Provided data below:

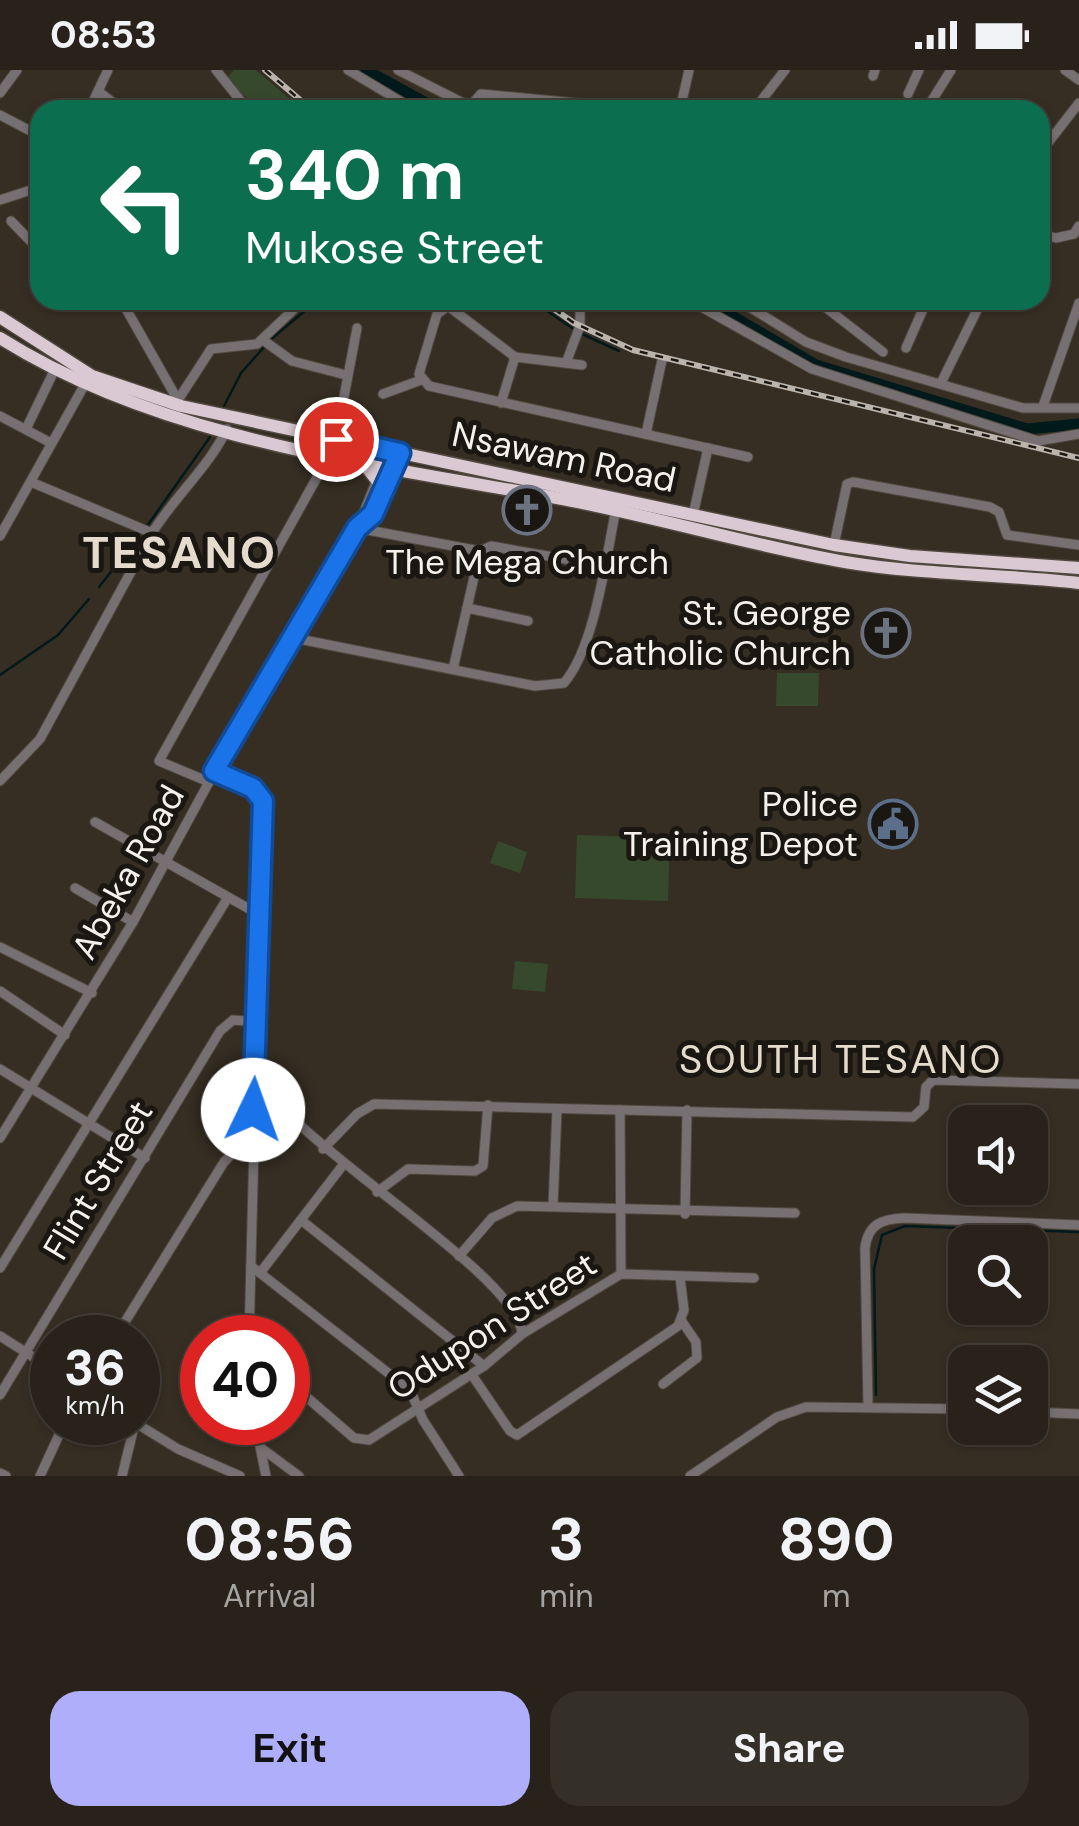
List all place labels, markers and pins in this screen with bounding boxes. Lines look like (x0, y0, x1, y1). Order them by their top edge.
pin (294, 397, 379, 482)
church icon: The Mega Church (501, 484, 553, 536)
place label: The Mega Church (385, 539, 669, 585)
place label: St. George Catholic Church (590, 590, 851, 676)
church icon: St. George Catholic Church (860, 607, 912, 659)
place label: Police Training Depot (623, 781, 858, 867)
public building icon: Police Training Depot (867, 798, 919, 850)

End of Provided data.

_Task requirements_
Leave out the pictures and repeat the remaining data exactly.

_Your solution_
List all place labels, markers and pins in this screen with bounding boxes. Lines look like (x0, y0, x1, y1). Order them by their top edge.
pin (294, 397, 379, 482)
church icon: The Mega Church (501, 484, 553, 536)
place label: The Mega Church (385, 539, 669, 585)
place label: St. George Catholic Church (590, 590, 851, 676)
church icon: St. George Catholic Church (860, 607, 912, 659)
place label: Police Training Depot (623, 781, 858, 867)
public building icon: Police Training Depot (867, 798, 919, 850)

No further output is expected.